**Work to complete**: What lines of the listing include the string "direction"? Show them all.

**Task input**:

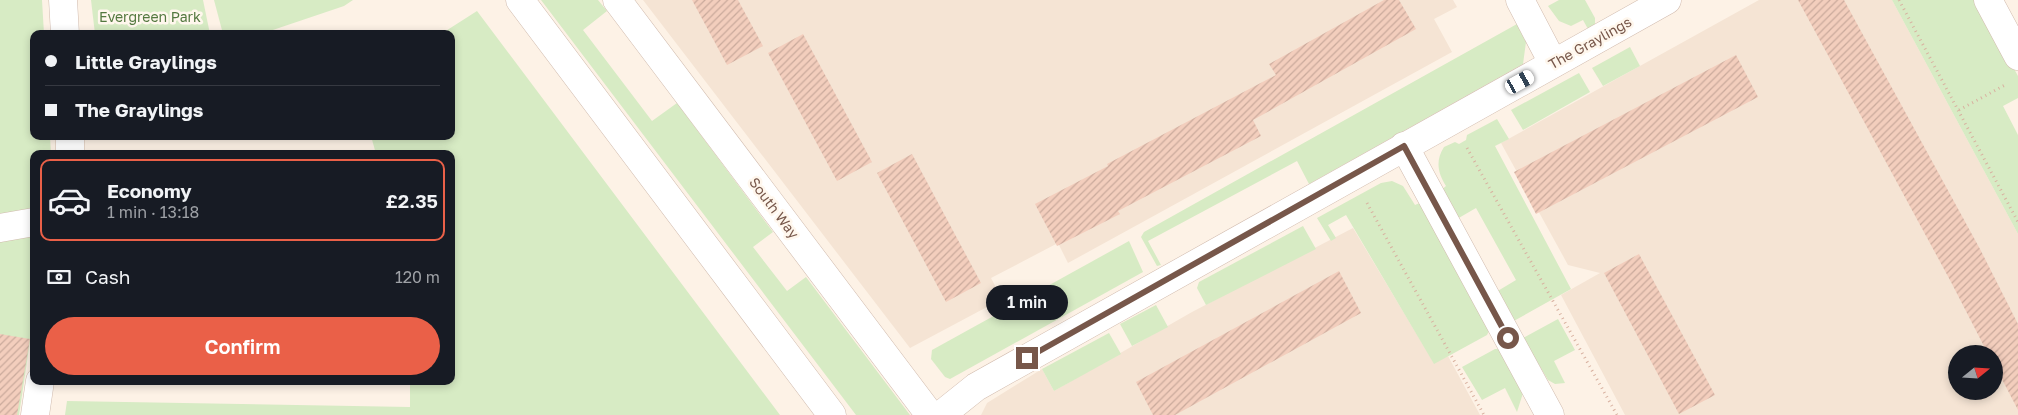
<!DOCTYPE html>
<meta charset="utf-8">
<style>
:root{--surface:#171b24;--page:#242831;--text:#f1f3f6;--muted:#9ea1a6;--line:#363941;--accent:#ea6048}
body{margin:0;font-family:"Golos Text",sans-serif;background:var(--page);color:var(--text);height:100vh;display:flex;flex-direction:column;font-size:19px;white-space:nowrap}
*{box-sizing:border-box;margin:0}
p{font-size:16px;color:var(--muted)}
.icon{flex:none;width:28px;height:28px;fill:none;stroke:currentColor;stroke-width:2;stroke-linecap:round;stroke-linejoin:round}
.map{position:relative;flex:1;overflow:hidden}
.side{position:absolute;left:30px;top:150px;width:425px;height:235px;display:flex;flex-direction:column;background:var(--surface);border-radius:10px;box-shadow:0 2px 8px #0003}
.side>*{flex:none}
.guide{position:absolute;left:30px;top:30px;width:425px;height:110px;border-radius:10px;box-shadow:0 2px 8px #0003;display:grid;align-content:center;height:110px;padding:0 15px;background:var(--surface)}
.needle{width:32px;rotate:72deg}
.buttons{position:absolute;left:1948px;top:345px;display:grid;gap:10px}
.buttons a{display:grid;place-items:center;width:55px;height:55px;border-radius:50%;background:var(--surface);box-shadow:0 2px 8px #0003;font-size:25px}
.end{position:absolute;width:22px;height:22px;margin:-11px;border:6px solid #77574a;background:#fff;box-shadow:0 0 0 2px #fff}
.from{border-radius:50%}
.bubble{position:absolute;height:35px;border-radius:18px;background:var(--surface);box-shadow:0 2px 8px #0003;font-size:16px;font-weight:600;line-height:35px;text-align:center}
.car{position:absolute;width:15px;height:30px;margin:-15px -8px;border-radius:6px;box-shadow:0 0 4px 1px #0007;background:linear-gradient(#fff 24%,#345 0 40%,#fff 0 76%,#345 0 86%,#fff 0)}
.guide b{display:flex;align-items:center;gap:18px;height:48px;font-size:19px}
.guide b+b{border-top:1px solid var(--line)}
.guide i{width:12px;height:12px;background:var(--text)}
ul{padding:9px 0 0;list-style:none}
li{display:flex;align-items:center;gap:15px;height:82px;margin:0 10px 8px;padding:0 5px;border:2px solid transparent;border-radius:10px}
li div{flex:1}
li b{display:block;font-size:19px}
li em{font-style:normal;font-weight:600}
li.current{border-color:var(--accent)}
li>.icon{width:45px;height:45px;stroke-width:1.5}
.pay{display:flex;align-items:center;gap:12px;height:55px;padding:0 15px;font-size:19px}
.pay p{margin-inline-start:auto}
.cta{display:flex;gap:10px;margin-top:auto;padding:10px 15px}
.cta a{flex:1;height:58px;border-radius:30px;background:var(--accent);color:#fff;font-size:20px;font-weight:600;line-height:58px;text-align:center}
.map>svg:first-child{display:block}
</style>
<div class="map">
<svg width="2018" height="415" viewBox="0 0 2018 415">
<defs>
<pattern id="building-hatch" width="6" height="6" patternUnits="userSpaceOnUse" patternTransform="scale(1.25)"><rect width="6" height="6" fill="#f3cebd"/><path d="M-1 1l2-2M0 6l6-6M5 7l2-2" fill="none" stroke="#caaa9c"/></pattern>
</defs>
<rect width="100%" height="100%" fill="#fdf2e6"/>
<g fill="#f5e4d4" fill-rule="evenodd">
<path d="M643,0H1453L1457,7L1434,19L1452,52L1068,263L1058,243L991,278L1002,299L910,348Z"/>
<path d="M1759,0H1892L2018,234V415H1625L1561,295L1600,273L1568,265L1501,143ZM1956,354H1994V391H1956Z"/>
<path d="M1353,228L1434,363L1448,356L1480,415H981L987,403L1042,369L1054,391L1192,312Z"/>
</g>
<g fill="#d7ebc4">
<path d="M0,0H42L44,34H34V136H50L51,154H34V315L19,415H0Z"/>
<path d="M91,0H203L210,34H95Z"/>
<path d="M214,0H353L344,6L261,34H223Z"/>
<path d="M541,0H598L607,11L583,30L652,121L677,103L773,232L753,247L787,291L806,277L910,415H856Z"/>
<path d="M1559,0H1585L1595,18V25L1588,29L1583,20L1571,26L1559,21L1548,6Z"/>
<path d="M1892,0H1976L2018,76V98L2003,106L2018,135V234Z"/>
<path d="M477,11L780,415H65L67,401L410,407V381H451V154H376L371,136H451V34H441Z"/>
<path d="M1517,24L1526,42L1523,64L1309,184L1297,161L1148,241L1161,265L1157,266L1141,237L1144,232Z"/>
<path d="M1630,47L1640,66L1603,86L1592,68Z"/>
<path d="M1579,73L1590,92L1523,130L1511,110Z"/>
<path d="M1497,119L1509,139L1495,146L1571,289L1512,322L1496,292L1516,280L1476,208L1457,219L1440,191L1446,186C1438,173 1435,161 1444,147L1455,142L1459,144L1466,140L1467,135Z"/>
<path d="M1392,181L1403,186L1415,205L1422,202L1491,327L1487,335L1434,364L1346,215L1328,225L1336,238L1331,241L1317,218L1381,183Z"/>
<path d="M1303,226L1316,249L1206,305L1197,288L1199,282Z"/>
<path d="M1129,241L1143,272L950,379L945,377L931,359L932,350Z"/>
<path d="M1156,305L1168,327L1132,346L1120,324Z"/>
<path d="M1558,319L1575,350L1554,361L1565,383L1555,384L1548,380L1523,338Z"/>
<path d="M1109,333L1121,354L1054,391L1042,369Z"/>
<path d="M1495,349H1504L1523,393L1517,412L1505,388L1482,400L1462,367Z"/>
</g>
<g fill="url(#building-hatch)">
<path d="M692,0H738L763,46L727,65Z"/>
<path d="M1384,0H1399L1416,29L1253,120L1261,136L1118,211L1120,214L1057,246L1035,204L1108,166L1107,164L1276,75L1269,64Z"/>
<path d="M1798,0H1844L1980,249L2018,324V410L1994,364V354H1988L1951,282Z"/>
<path d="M803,34L872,162L837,181L768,53Z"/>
<path d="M1736,55L1758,97L1536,214L1514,172Z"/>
<path d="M912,154L981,283L946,302L877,173Z"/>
<path d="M1639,254L1715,395L1679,414L1604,273Z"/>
<path d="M1339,271L1361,313L1175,415H1153L1136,382Z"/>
<path d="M0,334L30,339L17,415H0Z"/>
</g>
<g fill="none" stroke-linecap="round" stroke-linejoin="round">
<g stroke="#d1bbae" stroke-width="29">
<g id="minor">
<path d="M63,0L65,34"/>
<path d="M520,0L832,415"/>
<path d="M617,0L930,415"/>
<path d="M1520,0L1553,63"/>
<path d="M1988,0L2018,56"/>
<path d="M70,136V154"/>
<path d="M1404,146L1550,415"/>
<path d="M0,228L34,222"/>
<path d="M35,415L40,381"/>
<path d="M941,415L976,387L1667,0"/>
</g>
</g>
<g stroke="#d8b1a0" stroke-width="3" stroke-dasharray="1 4" stroke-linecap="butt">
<path d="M1899,0L2018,222"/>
<path d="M1959,110L2005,85"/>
<path d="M1467,148L1617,415"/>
<path d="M1367,203L1484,415"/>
</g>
<use href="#minor" stroke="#fff" stroke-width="28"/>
</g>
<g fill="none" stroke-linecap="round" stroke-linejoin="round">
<path stroke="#77574a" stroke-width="6" d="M1027,358L1404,146L1508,338"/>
</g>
<g text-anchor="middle" stroke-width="5" stroke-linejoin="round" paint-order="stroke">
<g font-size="14" fill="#53783f" stroke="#fff7ed">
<text x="150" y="22">Evergreen Park</text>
</g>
<g font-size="14" fill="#77574a" stroke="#fff7ed">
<text transform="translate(1590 43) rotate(-29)" y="5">The Graylings</text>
<text transform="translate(774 208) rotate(53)" y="5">South Way</text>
</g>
</g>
</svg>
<div class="buttons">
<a><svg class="needle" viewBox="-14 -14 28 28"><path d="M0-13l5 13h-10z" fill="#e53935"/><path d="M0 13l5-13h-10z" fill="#9ea1a6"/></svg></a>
</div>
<i class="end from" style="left:1508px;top:338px"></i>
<i class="end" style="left:1027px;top:358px"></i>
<div class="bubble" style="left:986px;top:285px;width:82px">1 min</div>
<i class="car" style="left:1520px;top:82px;rotate:61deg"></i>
<div class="guide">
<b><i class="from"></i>Little Graylings</b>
<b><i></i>The Graylings</b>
</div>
<section class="side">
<ul>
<li class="current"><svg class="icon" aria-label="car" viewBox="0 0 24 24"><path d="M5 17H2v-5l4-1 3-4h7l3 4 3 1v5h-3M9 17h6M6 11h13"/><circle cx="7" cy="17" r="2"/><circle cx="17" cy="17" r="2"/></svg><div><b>Economy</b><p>1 min · 13:18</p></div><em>£2.35</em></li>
</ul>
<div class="pay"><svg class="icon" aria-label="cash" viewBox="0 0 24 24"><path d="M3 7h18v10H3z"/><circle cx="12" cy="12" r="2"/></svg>Cash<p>120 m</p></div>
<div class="cta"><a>Confirm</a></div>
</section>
</div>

**Written solution**:
body{margin:0;font-family:"Golos Text",sans-serif;background:var(--page);color:var(--text);height:100vh;display:flex;flex-direction:column;font-size:19px;white-space:nowrap}
.side{position:absolute;left:30px;top:150px;width:425px;height:235px;display:flex;flex-direction:column;background:var(--surface);border-radius:10px;box-shadow:0 2px 8px #0003}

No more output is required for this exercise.